[Stored dataset items]
*** Block opens ***
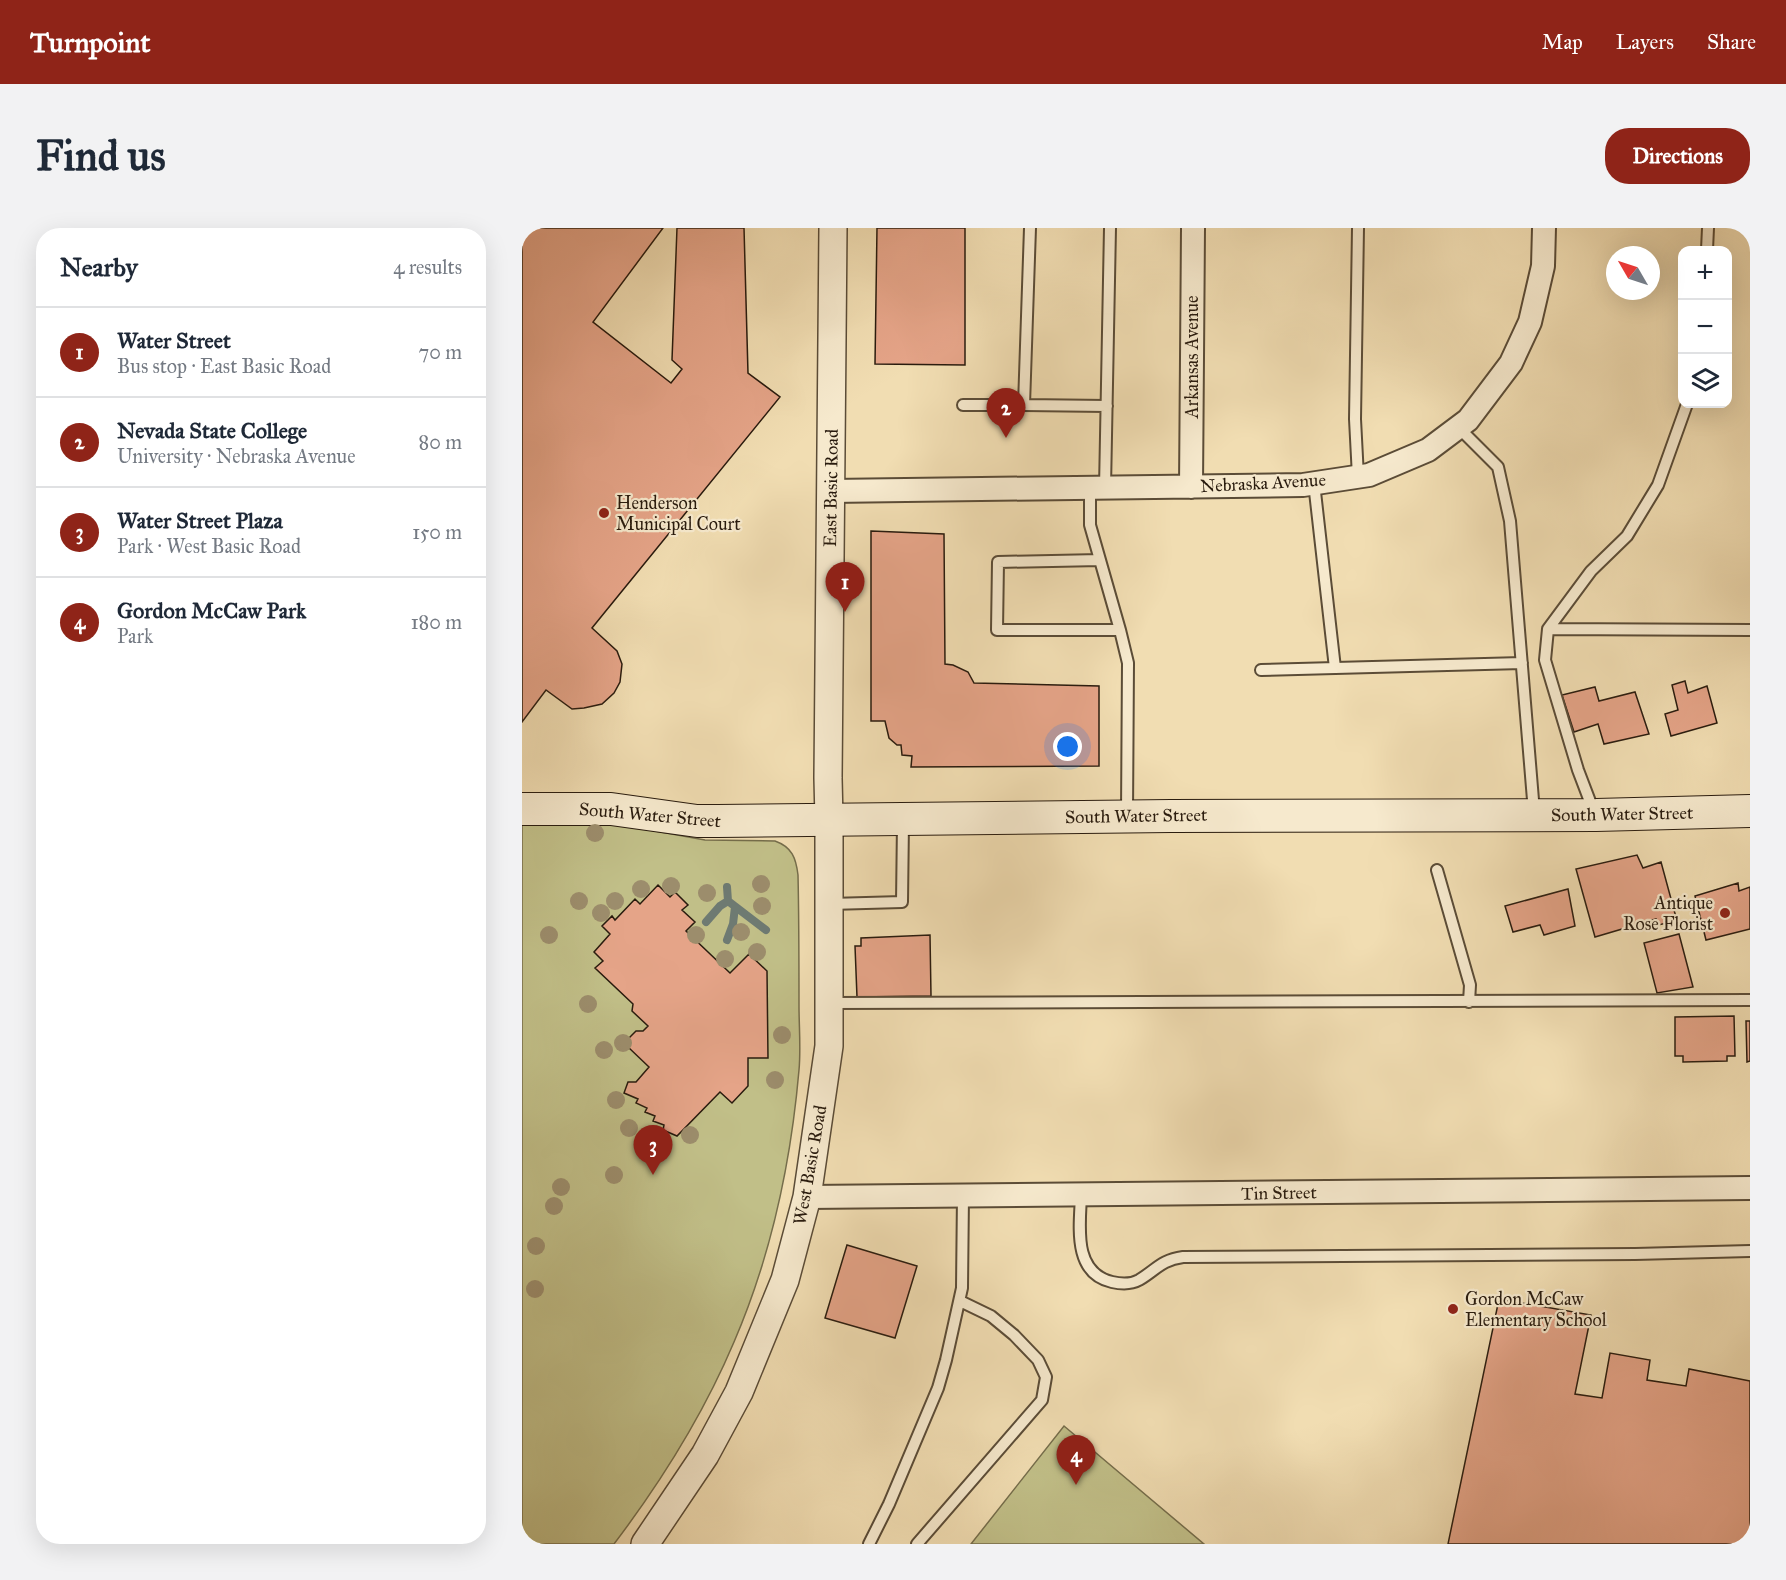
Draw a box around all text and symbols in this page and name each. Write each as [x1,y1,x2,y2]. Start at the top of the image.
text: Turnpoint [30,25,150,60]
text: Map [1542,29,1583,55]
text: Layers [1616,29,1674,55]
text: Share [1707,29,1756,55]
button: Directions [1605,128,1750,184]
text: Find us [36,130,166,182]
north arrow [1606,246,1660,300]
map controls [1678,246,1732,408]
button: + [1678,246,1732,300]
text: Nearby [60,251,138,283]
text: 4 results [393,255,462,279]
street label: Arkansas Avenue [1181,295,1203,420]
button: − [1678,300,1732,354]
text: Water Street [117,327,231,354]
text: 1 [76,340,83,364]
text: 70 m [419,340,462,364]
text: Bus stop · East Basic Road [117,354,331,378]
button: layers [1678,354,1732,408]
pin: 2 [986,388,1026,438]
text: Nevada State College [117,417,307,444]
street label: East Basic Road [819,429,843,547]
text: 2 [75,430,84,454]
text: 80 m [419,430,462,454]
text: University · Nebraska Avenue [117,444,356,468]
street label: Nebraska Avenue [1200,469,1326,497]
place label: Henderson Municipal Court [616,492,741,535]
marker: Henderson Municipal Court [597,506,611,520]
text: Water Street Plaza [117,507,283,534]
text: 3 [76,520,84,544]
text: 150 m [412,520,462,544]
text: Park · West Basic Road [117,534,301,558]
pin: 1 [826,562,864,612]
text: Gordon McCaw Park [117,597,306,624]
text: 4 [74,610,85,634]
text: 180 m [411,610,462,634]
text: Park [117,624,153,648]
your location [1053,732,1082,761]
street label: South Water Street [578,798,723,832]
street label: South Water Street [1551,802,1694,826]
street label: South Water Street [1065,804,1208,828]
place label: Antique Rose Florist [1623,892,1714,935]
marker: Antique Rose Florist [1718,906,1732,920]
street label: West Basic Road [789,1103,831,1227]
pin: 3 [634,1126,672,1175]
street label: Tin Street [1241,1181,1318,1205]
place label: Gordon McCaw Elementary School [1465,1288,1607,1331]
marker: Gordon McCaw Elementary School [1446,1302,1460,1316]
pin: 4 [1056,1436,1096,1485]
*** Block closes ***
Exercise directions - The data should be printed again unchanged; leave its pictures out.

Answer section -
Draw a box around all text and symbols in this page and name each. Write each as [x1,y1,x2,y2]. Start at the top of the image.
text: Turnpoint [30,25,150,60]
text: Map [1542,29,1583,55]
text: Layers [1616,29,1674,55]
text: Share [1707,29,1756,55]
button: Directions [1605,128,1750,184]
text: Find us [36,130,166,182]
north arrow [1606,246,1660,300]
map controls [1678,246,1732,408]
button: + [1678,246,1732,300]
text: Nearby [60,251,138,283]
text: 4 results [393,255,462,279]
street label: Arkansas Avenue [1181,295,1203,420]
button: − [1678,300,1732,354]
text: Water Street [117,327,231,354]
text: 1 [76,340,83,364]
text: 70 m [419,340,462,364]
text: Bus stop · East Basic Road [117,354,331,378]
button: layers [1678,354,1732,408]
pin: 2 [986,388,1026,438]
text: Nevada State College [117,417,307,444]
street label: East Basic Road [819,429,843,547]
text: 2 [75,430,84,454]
text: 80 m [419,430,462,454]
text: University · Nebraska Avenue [117,444,356,468]
street label: Nebraska Avenue [1200,469,1326,497]
place label: Henderson Municipal Court [616,492,741,535]
marker: Henderson Municipal Court [597,506,611,520]
text: Water Street Plaza [117,507,283,534]
text: 3 [76,520,84,544]
text: 150 m [412,520,462,544]
text: Park · West Basic Road [117,534,301,558]
pin: 1 [826,562,864,612]
text: Gordon McCaw Park [117,597,306,624]
text: 4 [74,610,85,634]
text: 180 m [411,610,462,634]
text: Park [117,624,153,648]
your location [1053,732,1082,761]
street label: South Water Street [578,798,723,832]
street label: South Water Street [1551,802,1694,826]
street label: South Water Street [1065,804,1208,828]
place label: Antique Rose Florist [1623,892,1714,935]
marker: Antique Rose Florist [1718,906,1732,920]
street label: West Basic Road [789,1103,831,1227]
pin: 3 [634,1126,672,1175]
street label: Tin Street [1241,1181,1318,1205]
place label: Gordon McCaw Elementary School [1465,1288,1607,1331]
marker: Gordon McCaw Elementary School [1446,1302,1460,1316]
pin: 4 [1056,1436,1096,1485]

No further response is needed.